Lines with "label" in them are to be located in the listing below and copied.

=== Begin Enclosure ===

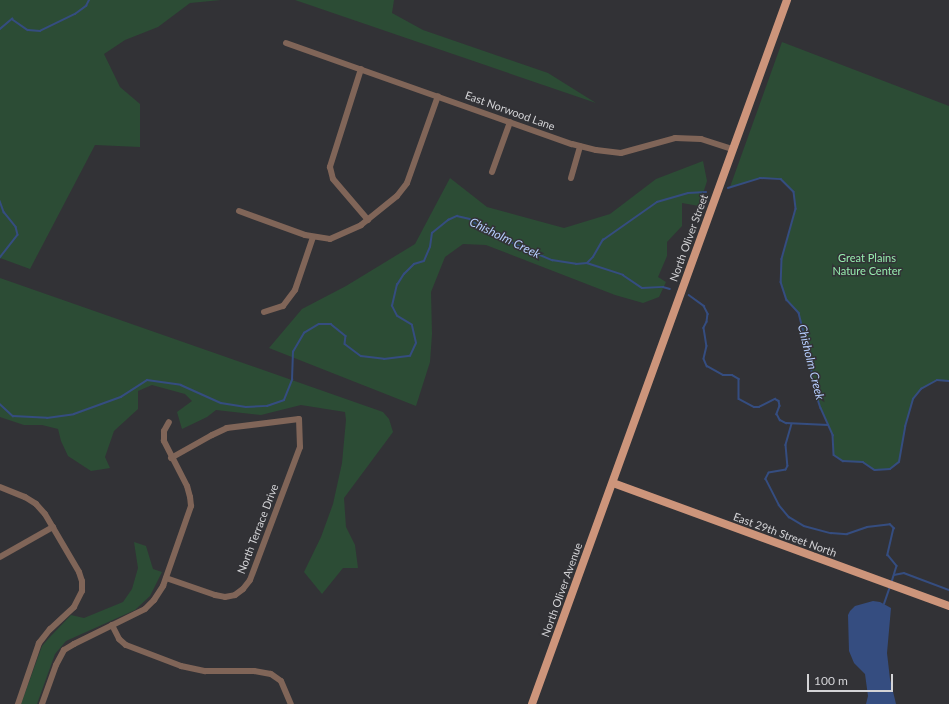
<!DOCTYPE html>
<style>
body{margin:0}
#map{position:relative;width:949px;height:704px;overflow:hidden;background:#323236;font-family:Lato,sans-serif}
div>[style]{position:absolute}
.green>*{inset:0;background:#2c4c35}
.water>*{inset:0;background:#354d80}
.stream>*{height:1.5px;margin:-0.75px;padding:0 0.75px;transform-origin:0.75px;border-radius:0.75px;background:#354d80}
.minor>*{height:6px;margin:-3px;padding:0 3px;transform-origin:3px;border-radius:3px;background:#806558}
.major>*{height:8px;margin:-4px;padding:0 4px;transform-origin:4px;border-radius:4px;background:#cd957b}
span{translate:-50% -50%;white-space:nowrap;text-align:center;line-height:1.15;-webkit-text-stroke:3px #323236;paint-order:stroke}
.street-label{font-size:11px;color:#d3d3d6}
.park-label{font-size:11px;color:#96ecae}
.water-label{font-size:12px;color:#b4ccfc;font-style:italic}
.scale{position:absolute;left:807px;top:674px;width:86px;height:18px;box-sizing:border-box;border:2px solid #d3d3d6;border-top:0;padding-left:5px;font-size:12px;line-height:14px;white-space:nowrap;color:#d3d3d6;-webkit-text-stroke:3px #323236;paint-order:stroke}
</style>
<div id="map">
<div class="green">
<div style="clip-path:polygon(0 0,221px 0,190px 3px,158px 27px,125px 40px,104px 54px,120px 87px,140px 104px,140px 147px,95px 145px,30px 269px,0 258px)"></div>
<div style="clip-path:polygon(295px 0,394px 0,392px 13px,423px 30px,548px 73px,596px 103px)"></div>
<div style="clip-path:polygon(782px 42px,949px 106px,949px 381px,937px 380px,921px 389px,913px 399px,905px 427px,899px 462px,890px 469px,875px 470px,863px 463px,843px 461px,834px 455px,833px 435px,821px 408px,814px 387px,810px 357px,799px 313px,787px 300px,781px 282px,782px 259px,796px 209px,794px 192px,780px 179px,760px 178px,730px 187px)"></div>
<div style="clip-path:polygon(703px 161px,707px 181px,699px 206px,682px 203px,682px 226px,667px 242px,667px 256px,658px 277px,666px 282px,659px 297px,643px 303px,615px 295px,486px 245px,463px 244px,445px 257px,431px 292px,432px 334px,430px 362px,416px 406px,269px 348px,302px 309px,346px 286px,415px 244px,450px 178px,487px 207px,564px 228px,610px 214px,656px 179px)"></div>
<div style="clip-path:polygon(0 278px,383px 412px,389px 419px,393px 432px,344px 498px,346px 527px,355px 545px,358px 568px,343px 568px,322px 594px,304px 572px,321px 537px,333px 504px,342px 463px,346px 420px,345px 412px,301px 405px,261px 415px,216px 410px,207px 417px,182px 429px,177px 412px,192px 401px,185px 394px,152px 385px,138px 391px,138px 409px,114px 431px,105px 457px,110px 468px,91px 471px,68px 456px,61px 441px,58px 429px,42px 425px,24px 425px,0 417px)"></div>
<div style="clip-path:polygon(134px 542px,146px 546px,153px 569px,162px 572px,150px 596px,135px 610px,66px 641px,55px 654px,37px 704px,21px 704px,42px 646px,48px 639px,71px 615px,84px 618px,123px 602px,132px 589px,138px 568px)"></div>
</div>
<div class="water">
<div style="clip-path:polygon(873px 601px,880px 602px,891px 608px,887px 653px,890px 679px,896px 704px,866px 704px,868px 696px,865px 674px,854px 663px,849px 651px,848px 615px,850px 611px,855px 606px)"></div>
</div>
<div class="stream">
<div style="left:0;top:29px;width:16px;rotate:-40deg"></div>
<div style="left:12px;top:19px;width:19px;rotate:35deg"></div>
<div style="left:28px;top:30px;width:12px;rotate:5deg"></div>
<div style="left:40px;top:31px;width:39px;rotate:-26deg"></div>
<div style="left:75px;top:14px;width:14px;rotate:-36deg"></div>
<div style="left:86px;top:6px;width:7px;rotate:-63deg"></div>
<div style="left:728px;top:188px;width:34px;rotate:-17deg"></div>
<div style="left:760px;top:178px;width:21px;rotate:3deg"></div>
<div style="left:781px;top:179px;width:18px;rotate:45deg"></div>
<div style="left:794px;top:192px;width:17px;rotate:83deg"></div>
<div style="left:796px;top:209px;width:52px;rotate:105.6deg"></div>
<div style="left:782px;top:259px;width:23px;rotate:92deg"></div>
<div style="left:781px;top:282px;width:19px;rotate:72deg"></div>
<div style="left:787px;top:300px;width:18px;rotate:47deg"></div>
<div style="left:799px;top:313px;width:45px;rotate:76deg"></div>
<div style="left:810px;top:357px;width:30px;rotate:82deg"></div>
<div style="left:814px;top:387px;width:22px;rotate:72deg"></div>
<div style="left:821px;top:408px;width:30px;rotate:66deg"></div>
<div style="left:833px;top:435px;width:20px;rotate:87deg"></div>
<div style="left:834px;top:455px;width:11px;rotate:34deg"></div>
<div style="left:843px;top:461px;width:20px;rotate:3deg"></div>
<div style="left:863px;top:462px;width:14px;rotate:34deg"></div>
<div style="left:875px;top:470px;width:15px;rotate:-4deg"></div>
<div style="left:890px;top:469px;width:11px;rotate:-38deg"></div>
<div style="left:899px;top:462px;width:36px;rotate:-80deg"></div>
<div style="left:905px;top:427px;width:29px;rotate:-74deg"></div>
<div style="left:913px;top:399px;width:13px;rotate:-51deg"></div>
<div style="left:921px;top:389px;width:18px;rotate:-29deg"></div>
<div style="left:937px;top:380px;width:12px;rotate:5deg"></div>
<div style="left:0;top:201px;width:12px;rotate:70deg"></div>
<div style="left:4px;top:212px;width:19px;rotate:51deg"></div>
<div style="left:16px;top:227px;width:8px;rotate:76deg"></div>
<div style="left:18px;top:235px;width:29px;rotate:128deg"></div>
<div style="left:587px;top:263px;width:38px;rotate:18deg"></div>
<div style="left:623px;top:275px;width:23px;rotate:34deg"></div>
<div style="left:642px;top:288px;width:21px;rotate:-3deg"></div>
<div style="left:663px;top:287px;width:7px;rotate:16deg"></div>
<div style="left:689px;top:295px;width:19px;rotate:36deg"></div>
<div style="left:704px;top:306px;width:9px;rotate:63deg"></div>
<div style="left:708px;top:314px;width:8px;rotate:97deg"></div>
<div style="left:707px;top:322px;width:7px;rotate:117deg"></div>
<div style="left:704px;top:328px;width:18px;rotate:81deg"></div>
<div style="left:707px;top:346px;width:13px;rotate:103deg"></div>
<div style="left:704px;top:359px;width:8px;rotate:67deg"></div>
<div style="left:707px;top:366px;width:18px;rotate:29deg"></div>
<div style="left:723px;top:375px;width:9px"></div>
<div style="left:732px;top:375px;width:8px;rotate:30deg"></div>
<div style="left:739px;top:379px;width:20px;rotate:90deg"></div>
<div style="left:739px;top:399px;width:17px;rotate:28deg"></div>
<div style="left:754px;top:407px;width:5px"></div>
<div style="left:759px;top:407px;width:18px;rotate:-27deg"></div>
<div style="left:775px;top:399px;width:4px;rotate:27deg"></div>
<div style="left:779px;top:401px;width:5px;rotate:79deg"></div>
<div style="left:780px;top:406px;width:9px;rotate:111deg"></div>
<div style="left:777px;top:414px;width:7px;rotate:63deg"></div>
<div style="left:780px;top:420px;width:7px;rotate:27deg"></div>
<div style="left:786px;top:423px;width:42px;rotate:2.7deg"></div>
<div style="left:0;top:404px;width:18px;rotate:43deg"></div>
<div style="left:13px;top:416px;width:34px;rotate:3deg"></div>
<div style="left:47px;top:418px;width:27px;rotate:-8deg"></div>
<div style="left:74px;top:414px;width:50px;rotate:-19.9deg"></div>
<div style="left:121px;top:397px;width:31px;rotate:-33deg"></div>
<div style="left:147px;top:380px;width:34px;rotate:8deg"></div>
<div style="left:181px;top:385px;width:44px;rotate:24.2deg"></div>
<div style="left:221px;top:403px;width:25px;rotate:9deg"></div>
<div style="left:246px;top:407px;width:21px;rotate:-3deg"></div>
<div style="left:267px;top:406px;width:18px;rotate:-19deg"></div>
<div style="left:284px;top:400px;width:22px;rotate:-68deg"></div>
<div style="left:292px;top:380px;width:28px;rotate:-88deg"></div>
<div style="left:293px;top:352px;width:22px;rotate:-60deg"></div>
<div style="left:304px;top:333px;width:17px;rotate:-31deg"></div>
<div style="left:319px;top:324px;width:12px"></div>
<div style="left:331px;top:324px;width:19px;rotate:39deg"></div>
<div style="left:346px;top:336px;width:8px;rotate:97deg"></div>
<div style="left:345px;top:344px;width:20px;rotate:37deg"></div>
<div style="left:361px;top:356px;width:23px;rotate:7deg"></div>
<div style="left:384px;top:359px;width:26px;rotate:-7deg"></div>
<div style="left:410px;top:356px;width:14px;rotate:-65deg"></div>
<div style="left:416px;top:343px;width:18px;rotate:-103deg"></div>
<div style="left:412px;top:325px;width:17px;rotate:-149deg"></div>
<div style="left:397px;top:316px;width:11px;rotate:-117deg"></div>
<div style="left:392px;top:306px;width:22px;rotate:-77deg"></div>
<div style="left:397px;top:285px;width:13px;rotate:-58deg"></div>
<div style="left:404px;top:274px;width:14px;rotate:-45deg"></div>
<div style="left:414px;top:264px;width:10px;rotate:-17deg"></div>
<div style="left:424px;top:261px;width:15px;rotate:-67deg"></div>
<div style="left:430px;top:247px;width:14px;rotate:-82deg"></div>
<div style="left:432px;top:233px;width:21px;rotate:-39deg"></div>
<div style="left:448px;top:220px;width:10px;rotate:-24deg"></div>
<div style="left:457px;top:216px;width:13px;rotate:13deg"></div>
<div style="left:470px;top:219px;width:18px;rotate:38deg"></div>
<div style="left:484px;top:230px;width:54px;rotate:24.2deg"></div>
<div style="left:533px;top:252px;width:21px;rotate:23deg"></div>
<div style="left:552px;top:260px;width:24px;rotate:9deg"></div>
<div style="left:576px;top:264px;width:11px;rotate:-5deg"></div>
<div style="left:587px;top:263px;width:8px;rotate:-45deg"></div>
<div style="left:593px;top:257px;width:20px;rotate:-60deg"></div>
<div style="left:603px;top:240px;width:66px;rotate:-35.1deg"></div>
<div style="left:657px;top:202px;width:32px;rotate:-16deg"></div>
<div style="left:688px;top:193px;width:18px;rotate:-3deg"></div>
<div style="left:792px;top:424px;width:22px;rotate:106deg"></div>
<div style="left:786px;top:445px;width:21px;rotate:85deg"></div>
<div style="left:788px;top:466px;width:4px;rotate:117deg"></div>
<div style="left:786px;top:470px;width:17px;rotate:170deg"></div>
<div style="left:769px;top:473px;width:7px;rotate:117deg"></div>
<div style="left:766px;top:479px;width:29px;rotate:63deg"></div>
<div style="left:779px;top:505px;width:16px;rotate:50deg"></div>
<div style="left:789px;top:517px;width:17px;rotate:31deg"></div>
<div style="left:804px;top:526px;width:28px;rotate:15deg"></div>
<div style="left:831px;top:533px;width:16px;rotate:4deg"></div>
<div style="left:847px;top:534px;width:21px;rotate:-19deg"></div>
<div style="left:867px;top:527px;width:23px;rotate:-7deg"></div>
<div style="left:890px;top:524px;width:6px;rotate:45deg"></div>
<div style="left:894px;top:528px;width:28px;rotate:103deg"></div>
<div style="left:888px;top:555px;width:14px;rotate:51deg"></div>
<div style="left:897px;top:566px;width:17px;rotate:107deg"></div>
<div style="left:894px;top:575px;width:10px;rotate:-11deg"></div>
<div style="left:904px;top:573px;width:48px;rotate:20.7deg"></div>
<div style="left:884px;top:604px;width:18px;rotate:-71deg"></div>
</div>
<div class="minor">
<div style="left:286px;top:43px;width:303px;rotate:19.5deg"></div>
<div style="left:572px;top:144px;width:25px;rotate:14deg"></div>
<div style="left:596px;top:150px;width:25px;rotate:7deg"></div>
<div style="left:621px;top:153px;width:56px;rotate:-15.5deg"></div>
<div style="left:675px;top:138px;width:26px;rotate:2deg"></div>
<div style="left:701px;top:139px;width:33px;rotate:18deg"></div>
<div style="left:361px;top:69px;width:103px;rotate:107.6deg"></div>
<div style="left:330px;top:167px;width:12px;rotate:76deg"></div>
<div style="left:333px;top:179px;width:54px;rotate:49.5deg"></div>
<div style="left:492px;top:172px;width:53px;rotate:-70.2deg"></div>
<div style="left:571px;top:178px;width:33px;rotate:-74deg"></div>
<div style="left:239px;top:211px;width:70px;rotate:20deg"></div>
<div style="left:305px;top:235px;width:25px;rotate:9deg"></div>
<div style="left:330px;top:239px;width:34px;rotate:-24deg"></div>
<div style="left:361px;top:225px;width:46px;rotate:-38.9deg"></div>
<div style="left:397px;top:196px;width:16px;rotate:-52deg"></div>
<div style="left:407px;top:183px;width:92px;rotate:-70.4deg"></div>
<div style="left:264px;top:312px;width:20px;rotate:-18deg"></div>
<div style="left:283px;top:306px;width:20px;rotate:-53deg"></div>
<div style="left:295px;top:290px;width:56px;rotate:-71.2deg"></div>
<div style="left:0;top:487px;width:27px;rotate:22deg"></div>
<div style="left:25px;top:497px;width:13px;rotate:32deg"></div>
<div style="left:36px;top:504px;width:13px;rotate:48deg"></div>
<div style="left:45px;top:514px;width:67px;rotate:59.6deg"></div>
<div style="left:79px;top:572px;width:9px;rotate:72deg"></div>
<div style="left:82px;top:581px;width:10px;rotate:90deg"></div>
<div style="left:82px;top:591px;width:18px;rotate:117deg"></div>
<div style="left:74px;top:607px;width:33px;rotate:137deg"></div>
<div style="left:50px;top:629px;width:18px;rotate:128deg"></div>
<div style="left:39px;top:643px;width:65px;rotate:109deg"></div>
<div style="left:0;top:557px;width:61px;rotate:-29.5deg"></div>
<div style="left:166px;top:578px;width:52px;rotate:19.1deg"></div>
<div style="left:215px;top:595px;width:10px;rotate:11deg"></div>
<div style="left:225px;top:597px;width:10px;rotate:-11deg"></div>
<div style="left:235px;top:595px;width:10px;rotate:-37deg"></div>
<div style="left:243px;top:589px;width:11px;rotate:-52deg"></div>
<div style="left:250px;top:580px;width:142px;rotate:-69.4deg"></div>
<div style="left:300px;top:447px;width:28px;rotate:-92deg"></div>
<div style="left:299px;top:419px;width:73px;rotate:172.9deg"></div>
<div style="left:227px;top:428px;width:17px;rotate:155deg"></div>
<div style="left:212px;top:435px;width:47px;rotate:150.7deg"></div>
<div style="left:112px;top:625px;width:16px;rotate:63deg"></div>
<div style="left:119px;top:639px;width:9px;rotate:41deg"></div>
<div style="left:126px;top:645px;width:59px;rotate:20.9deg"></div>
<div style="left:181px;top:666px;width:25px;rotate:12deg"></div>
<div style="left:205px;top:671px;width:49px"></div>
<div style="left:254px;top:671px;width:17px;rotate:10deg"></div>
<div style="left:271px;top:674px;width:12px;rotate:35deg"></div>
<div style="left:281px;top:681px;width:25px;rotate:67deg"></div>
<div style="left:42px;top:704px;width:41px;rotate:-70.3deg"></div>
<div style="left:56px;top:665px;width:17px;rotate:-62deg"></div>
<div style="left:64px;top:650px;width:12px;rotate:-31deg"></div>
<div style="left:74px;top:644px;width:79px;rotate:-26.2deg"></div>
<div style="left:145px;top:609px;width:13px;rotate:-45deg"></div>
<div style="left:154px;top:600px;width:17px;rotate:-57deg"></div>
<div style="left:163px;top:586px;width:85px;rotate:-70.7deg"></div>
<div style="left:191px;top:506px;width:9px;rotate:-96deg"></div>
<div style="left:190px;top:497px;width:11px;rotate:-105deg"></div>
<div style="left:187px;top:486px;width:51px;rotate:-117.1deg"></div>
<div style="left:164px;top:441px;width:10px;rotate:-90deg"></div>
<div style="left:164px;top:431px;width:10px;rotate:-61deg"></div>
</div>
<div class="major">
<div style="left:613px;top:483px;width:358px;rotate:20.1deg"></div>
<div style="left:532px;top:704px;width:749px;rotate:-70.09deg"></div>
</div>
<div class="street-label">
<span style="left:510px;top:111px;rotate:20deg">East Norwood Lane</span>
<span style="left:689px;top:238px;rotate:-70deg">North Oliver Street</span>
<span style="left:258px;top:529px;rotate:-69deg">North Terrace Drive</span>
<span style="left:785px;top:535px;rotate:20deg">East 29th Street North</span>
<span style="left:562px;top:590px;rotate:-70deg">North Oliver Avenue</span>
</div>
<div class="park-label">
<span style="left:867px;top:265px">Great Plains<br>Nature Center</span>
</div>
<div class="water-label">
<span style="left:505px;top:238px;rotate:26deg">Chisholm Creek</span>
<span style="left:811px;top:362px;rotate:76deg">Chisholm Creek</span>
</div>
<div class="scale">100 m</div>
</div>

=== End Enclosure ===

* Answer to this problem *
.street-label{font-size:11px;color:#d3d3d6}
.park-label{font-size:11px;color:#96ecae}
.water-label{font-size:12px;color:#b4ccfc;font-style:italic}
<div class="street-label">
<div class="park-label">
<div class="water-label">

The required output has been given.